▶ _INSTRUCTIONS TO FOLLOW_
Check every line below for the string "Serialize", and copy the lines that contain it.

Stored data entries
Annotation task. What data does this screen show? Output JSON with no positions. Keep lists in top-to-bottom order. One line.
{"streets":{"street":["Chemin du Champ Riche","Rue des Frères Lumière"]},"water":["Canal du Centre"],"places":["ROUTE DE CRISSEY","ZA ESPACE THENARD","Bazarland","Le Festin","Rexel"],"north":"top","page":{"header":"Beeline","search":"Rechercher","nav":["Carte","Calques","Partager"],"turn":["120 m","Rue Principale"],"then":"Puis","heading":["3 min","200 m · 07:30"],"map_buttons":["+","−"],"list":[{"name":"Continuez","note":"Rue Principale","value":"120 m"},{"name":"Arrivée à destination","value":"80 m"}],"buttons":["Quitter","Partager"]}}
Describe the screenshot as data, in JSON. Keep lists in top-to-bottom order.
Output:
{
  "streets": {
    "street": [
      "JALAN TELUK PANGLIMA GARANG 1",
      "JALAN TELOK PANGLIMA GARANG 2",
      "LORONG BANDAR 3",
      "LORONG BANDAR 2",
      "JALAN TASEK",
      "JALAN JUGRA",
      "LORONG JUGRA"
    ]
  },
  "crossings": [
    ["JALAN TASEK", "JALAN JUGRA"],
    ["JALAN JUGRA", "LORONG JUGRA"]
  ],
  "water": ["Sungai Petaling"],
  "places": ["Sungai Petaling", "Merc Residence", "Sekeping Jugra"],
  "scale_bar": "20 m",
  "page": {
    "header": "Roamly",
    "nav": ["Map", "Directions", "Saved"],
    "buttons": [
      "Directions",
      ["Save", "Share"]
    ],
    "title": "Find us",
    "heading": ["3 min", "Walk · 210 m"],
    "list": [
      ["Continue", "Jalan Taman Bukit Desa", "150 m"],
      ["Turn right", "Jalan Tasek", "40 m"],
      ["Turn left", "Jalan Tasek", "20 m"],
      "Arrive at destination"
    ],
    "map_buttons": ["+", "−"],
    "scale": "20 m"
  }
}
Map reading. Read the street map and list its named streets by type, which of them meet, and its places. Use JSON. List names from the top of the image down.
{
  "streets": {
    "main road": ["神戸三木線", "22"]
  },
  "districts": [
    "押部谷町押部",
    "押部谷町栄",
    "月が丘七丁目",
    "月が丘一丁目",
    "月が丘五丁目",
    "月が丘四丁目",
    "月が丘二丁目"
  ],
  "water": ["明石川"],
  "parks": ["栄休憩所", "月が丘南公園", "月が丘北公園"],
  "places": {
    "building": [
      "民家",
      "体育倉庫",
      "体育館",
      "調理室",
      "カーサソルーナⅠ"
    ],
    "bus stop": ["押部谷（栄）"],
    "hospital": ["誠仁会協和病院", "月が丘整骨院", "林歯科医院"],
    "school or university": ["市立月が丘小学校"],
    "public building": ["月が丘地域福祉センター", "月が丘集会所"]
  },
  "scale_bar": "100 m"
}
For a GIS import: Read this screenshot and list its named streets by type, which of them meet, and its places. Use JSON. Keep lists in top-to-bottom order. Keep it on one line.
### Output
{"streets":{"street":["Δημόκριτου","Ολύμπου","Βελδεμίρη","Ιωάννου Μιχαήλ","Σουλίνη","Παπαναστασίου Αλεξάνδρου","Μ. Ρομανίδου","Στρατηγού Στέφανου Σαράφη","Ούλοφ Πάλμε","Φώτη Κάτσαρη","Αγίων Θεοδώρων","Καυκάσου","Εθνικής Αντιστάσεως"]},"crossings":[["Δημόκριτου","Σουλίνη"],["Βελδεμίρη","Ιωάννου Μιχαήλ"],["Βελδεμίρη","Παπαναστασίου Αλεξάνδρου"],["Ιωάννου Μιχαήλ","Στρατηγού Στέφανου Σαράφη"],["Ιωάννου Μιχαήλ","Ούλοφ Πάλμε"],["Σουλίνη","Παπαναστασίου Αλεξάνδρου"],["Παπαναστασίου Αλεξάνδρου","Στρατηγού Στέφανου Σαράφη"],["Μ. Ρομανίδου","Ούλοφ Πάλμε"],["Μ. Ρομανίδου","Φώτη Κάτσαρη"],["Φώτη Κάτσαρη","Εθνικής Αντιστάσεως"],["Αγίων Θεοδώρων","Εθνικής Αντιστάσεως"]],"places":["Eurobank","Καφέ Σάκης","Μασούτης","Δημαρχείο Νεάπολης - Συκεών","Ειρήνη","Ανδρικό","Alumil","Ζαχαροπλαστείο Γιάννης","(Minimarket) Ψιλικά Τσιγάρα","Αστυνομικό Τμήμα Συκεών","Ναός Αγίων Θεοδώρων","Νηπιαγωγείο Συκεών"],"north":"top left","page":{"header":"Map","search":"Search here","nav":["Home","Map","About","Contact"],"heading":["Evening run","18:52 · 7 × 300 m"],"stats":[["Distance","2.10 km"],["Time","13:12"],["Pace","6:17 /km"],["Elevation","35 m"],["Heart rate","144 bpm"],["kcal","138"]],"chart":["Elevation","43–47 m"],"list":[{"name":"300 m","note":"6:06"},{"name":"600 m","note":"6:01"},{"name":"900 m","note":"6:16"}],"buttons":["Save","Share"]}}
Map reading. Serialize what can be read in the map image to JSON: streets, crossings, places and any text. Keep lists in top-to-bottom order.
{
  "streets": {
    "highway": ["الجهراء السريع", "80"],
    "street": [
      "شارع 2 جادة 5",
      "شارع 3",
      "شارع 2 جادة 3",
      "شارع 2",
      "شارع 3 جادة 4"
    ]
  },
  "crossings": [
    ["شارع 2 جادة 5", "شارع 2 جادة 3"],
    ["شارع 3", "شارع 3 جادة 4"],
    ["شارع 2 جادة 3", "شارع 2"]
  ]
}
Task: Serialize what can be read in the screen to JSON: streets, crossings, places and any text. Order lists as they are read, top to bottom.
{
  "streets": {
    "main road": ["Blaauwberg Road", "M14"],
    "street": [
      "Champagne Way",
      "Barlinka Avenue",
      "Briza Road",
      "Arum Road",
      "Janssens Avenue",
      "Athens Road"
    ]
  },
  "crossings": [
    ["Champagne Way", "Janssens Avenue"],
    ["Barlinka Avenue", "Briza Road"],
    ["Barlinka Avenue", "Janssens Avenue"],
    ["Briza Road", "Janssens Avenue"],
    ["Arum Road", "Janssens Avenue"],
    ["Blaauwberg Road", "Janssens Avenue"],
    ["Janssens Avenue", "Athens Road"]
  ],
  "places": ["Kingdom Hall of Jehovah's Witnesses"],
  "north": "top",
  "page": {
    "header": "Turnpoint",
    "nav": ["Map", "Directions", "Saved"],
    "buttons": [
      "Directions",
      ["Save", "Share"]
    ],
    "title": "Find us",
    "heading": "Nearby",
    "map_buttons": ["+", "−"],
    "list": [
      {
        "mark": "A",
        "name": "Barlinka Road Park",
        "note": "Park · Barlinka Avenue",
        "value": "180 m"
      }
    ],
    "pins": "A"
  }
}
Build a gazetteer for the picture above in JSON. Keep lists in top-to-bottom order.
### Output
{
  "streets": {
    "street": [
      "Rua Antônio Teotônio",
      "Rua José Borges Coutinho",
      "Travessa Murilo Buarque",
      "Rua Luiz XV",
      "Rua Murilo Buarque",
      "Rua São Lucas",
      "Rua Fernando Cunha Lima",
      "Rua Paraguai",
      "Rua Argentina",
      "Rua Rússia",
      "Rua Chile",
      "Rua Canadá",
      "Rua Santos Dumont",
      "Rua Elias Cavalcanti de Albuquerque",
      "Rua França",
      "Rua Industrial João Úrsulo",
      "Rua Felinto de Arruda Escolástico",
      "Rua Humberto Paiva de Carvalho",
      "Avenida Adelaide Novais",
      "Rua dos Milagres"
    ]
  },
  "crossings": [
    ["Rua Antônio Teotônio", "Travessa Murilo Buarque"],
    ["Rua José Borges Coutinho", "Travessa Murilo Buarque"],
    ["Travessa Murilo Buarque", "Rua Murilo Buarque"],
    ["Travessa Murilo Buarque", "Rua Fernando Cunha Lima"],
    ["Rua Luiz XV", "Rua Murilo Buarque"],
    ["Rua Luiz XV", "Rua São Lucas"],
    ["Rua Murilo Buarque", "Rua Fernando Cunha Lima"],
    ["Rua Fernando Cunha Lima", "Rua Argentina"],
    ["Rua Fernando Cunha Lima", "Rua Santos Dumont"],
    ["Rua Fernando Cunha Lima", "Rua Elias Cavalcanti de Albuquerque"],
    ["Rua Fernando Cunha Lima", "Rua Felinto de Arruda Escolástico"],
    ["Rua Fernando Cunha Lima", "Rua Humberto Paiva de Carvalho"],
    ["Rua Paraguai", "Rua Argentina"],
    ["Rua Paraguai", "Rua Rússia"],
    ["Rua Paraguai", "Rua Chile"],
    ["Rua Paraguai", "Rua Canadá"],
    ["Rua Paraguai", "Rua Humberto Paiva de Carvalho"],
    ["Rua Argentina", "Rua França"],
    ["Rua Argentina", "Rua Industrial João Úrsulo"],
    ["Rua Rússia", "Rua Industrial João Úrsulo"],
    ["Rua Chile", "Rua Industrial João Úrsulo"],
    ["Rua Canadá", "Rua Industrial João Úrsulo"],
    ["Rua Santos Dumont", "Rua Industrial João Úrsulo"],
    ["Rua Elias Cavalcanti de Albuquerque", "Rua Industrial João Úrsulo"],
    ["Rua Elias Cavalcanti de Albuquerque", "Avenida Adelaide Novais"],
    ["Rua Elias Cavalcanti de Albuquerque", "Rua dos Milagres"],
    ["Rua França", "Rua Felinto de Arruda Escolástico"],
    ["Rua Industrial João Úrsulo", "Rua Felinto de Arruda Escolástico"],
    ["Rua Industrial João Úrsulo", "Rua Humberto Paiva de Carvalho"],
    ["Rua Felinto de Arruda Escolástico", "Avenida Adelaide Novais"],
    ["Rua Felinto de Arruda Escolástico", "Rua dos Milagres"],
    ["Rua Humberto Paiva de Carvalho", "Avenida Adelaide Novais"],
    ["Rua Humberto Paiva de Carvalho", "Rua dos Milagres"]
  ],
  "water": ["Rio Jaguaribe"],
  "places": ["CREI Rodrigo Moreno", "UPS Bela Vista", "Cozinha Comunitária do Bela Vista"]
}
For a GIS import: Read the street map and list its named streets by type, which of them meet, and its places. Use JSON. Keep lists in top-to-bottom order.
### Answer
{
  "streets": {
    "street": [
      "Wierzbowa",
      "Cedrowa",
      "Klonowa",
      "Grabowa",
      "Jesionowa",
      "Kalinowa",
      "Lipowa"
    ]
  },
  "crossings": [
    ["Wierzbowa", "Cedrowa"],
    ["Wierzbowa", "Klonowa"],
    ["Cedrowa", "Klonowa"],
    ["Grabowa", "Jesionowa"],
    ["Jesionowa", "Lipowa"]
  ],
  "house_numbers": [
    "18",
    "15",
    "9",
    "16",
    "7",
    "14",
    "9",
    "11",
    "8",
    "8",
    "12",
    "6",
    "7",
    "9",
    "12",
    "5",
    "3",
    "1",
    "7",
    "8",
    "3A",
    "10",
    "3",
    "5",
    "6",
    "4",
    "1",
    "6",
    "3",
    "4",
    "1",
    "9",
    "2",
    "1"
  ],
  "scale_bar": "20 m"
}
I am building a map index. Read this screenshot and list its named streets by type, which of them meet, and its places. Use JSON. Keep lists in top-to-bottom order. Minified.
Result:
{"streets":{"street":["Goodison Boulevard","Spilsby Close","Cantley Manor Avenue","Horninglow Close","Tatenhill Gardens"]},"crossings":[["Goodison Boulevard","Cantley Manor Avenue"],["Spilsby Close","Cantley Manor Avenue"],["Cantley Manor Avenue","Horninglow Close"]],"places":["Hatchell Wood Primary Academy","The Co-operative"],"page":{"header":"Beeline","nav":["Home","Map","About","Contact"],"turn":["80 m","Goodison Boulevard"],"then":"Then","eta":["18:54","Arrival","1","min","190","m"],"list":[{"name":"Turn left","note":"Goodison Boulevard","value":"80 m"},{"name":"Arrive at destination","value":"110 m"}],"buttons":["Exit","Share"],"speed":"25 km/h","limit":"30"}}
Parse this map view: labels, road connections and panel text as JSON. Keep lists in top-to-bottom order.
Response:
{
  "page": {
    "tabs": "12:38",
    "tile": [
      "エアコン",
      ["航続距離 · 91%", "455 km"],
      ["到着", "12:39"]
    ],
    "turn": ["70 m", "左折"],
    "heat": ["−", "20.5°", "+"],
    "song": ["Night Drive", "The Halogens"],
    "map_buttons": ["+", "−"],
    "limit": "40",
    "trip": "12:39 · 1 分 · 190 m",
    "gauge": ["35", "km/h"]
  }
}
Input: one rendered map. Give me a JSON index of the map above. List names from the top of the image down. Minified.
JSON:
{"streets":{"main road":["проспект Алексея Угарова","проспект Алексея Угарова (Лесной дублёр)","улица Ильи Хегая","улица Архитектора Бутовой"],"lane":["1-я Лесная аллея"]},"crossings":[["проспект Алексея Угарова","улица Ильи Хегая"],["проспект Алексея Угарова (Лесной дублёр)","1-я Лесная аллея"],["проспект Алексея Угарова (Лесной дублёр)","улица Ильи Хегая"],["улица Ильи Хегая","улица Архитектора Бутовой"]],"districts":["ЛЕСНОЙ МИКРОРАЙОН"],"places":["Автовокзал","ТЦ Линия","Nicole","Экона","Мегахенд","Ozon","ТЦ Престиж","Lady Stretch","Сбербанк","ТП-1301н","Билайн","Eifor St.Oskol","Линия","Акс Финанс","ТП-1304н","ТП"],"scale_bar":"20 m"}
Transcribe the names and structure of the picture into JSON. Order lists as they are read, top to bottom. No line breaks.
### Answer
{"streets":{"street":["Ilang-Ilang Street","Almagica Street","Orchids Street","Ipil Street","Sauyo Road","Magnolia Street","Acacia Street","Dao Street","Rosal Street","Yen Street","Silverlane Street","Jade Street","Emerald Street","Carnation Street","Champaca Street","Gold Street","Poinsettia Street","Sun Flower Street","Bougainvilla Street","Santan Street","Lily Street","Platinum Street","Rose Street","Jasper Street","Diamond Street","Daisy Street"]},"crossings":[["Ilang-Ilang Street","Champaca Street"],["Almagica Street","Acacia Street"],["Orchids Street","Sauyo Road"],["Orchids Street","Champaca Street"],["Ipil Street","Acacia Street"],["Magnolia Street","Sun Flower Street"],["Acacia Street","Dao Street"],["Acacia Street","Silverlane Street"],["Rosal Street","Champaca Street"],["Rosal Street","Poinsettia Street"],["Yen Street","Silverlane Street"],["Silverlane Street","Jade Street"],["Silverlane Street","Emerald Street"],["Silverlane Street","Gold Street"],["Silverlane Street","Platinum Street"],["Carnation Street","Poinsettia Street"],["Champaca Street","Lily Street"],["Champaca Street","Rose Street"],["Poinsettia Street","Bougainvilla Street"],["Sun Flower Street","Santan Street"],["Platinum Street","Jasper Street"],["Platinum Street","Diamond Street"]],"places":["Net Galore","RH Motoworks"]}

▶ _ANSWER SPACE_
Map reading. Serialize what can be read in the map image to JSON: streets, crossings, places and any text. Keep lists in top-to-bottom order.
Task: Serialize what can be read in the screen to JSON: streets, crossings, places and any text. Order lists as they are read, top to bottom.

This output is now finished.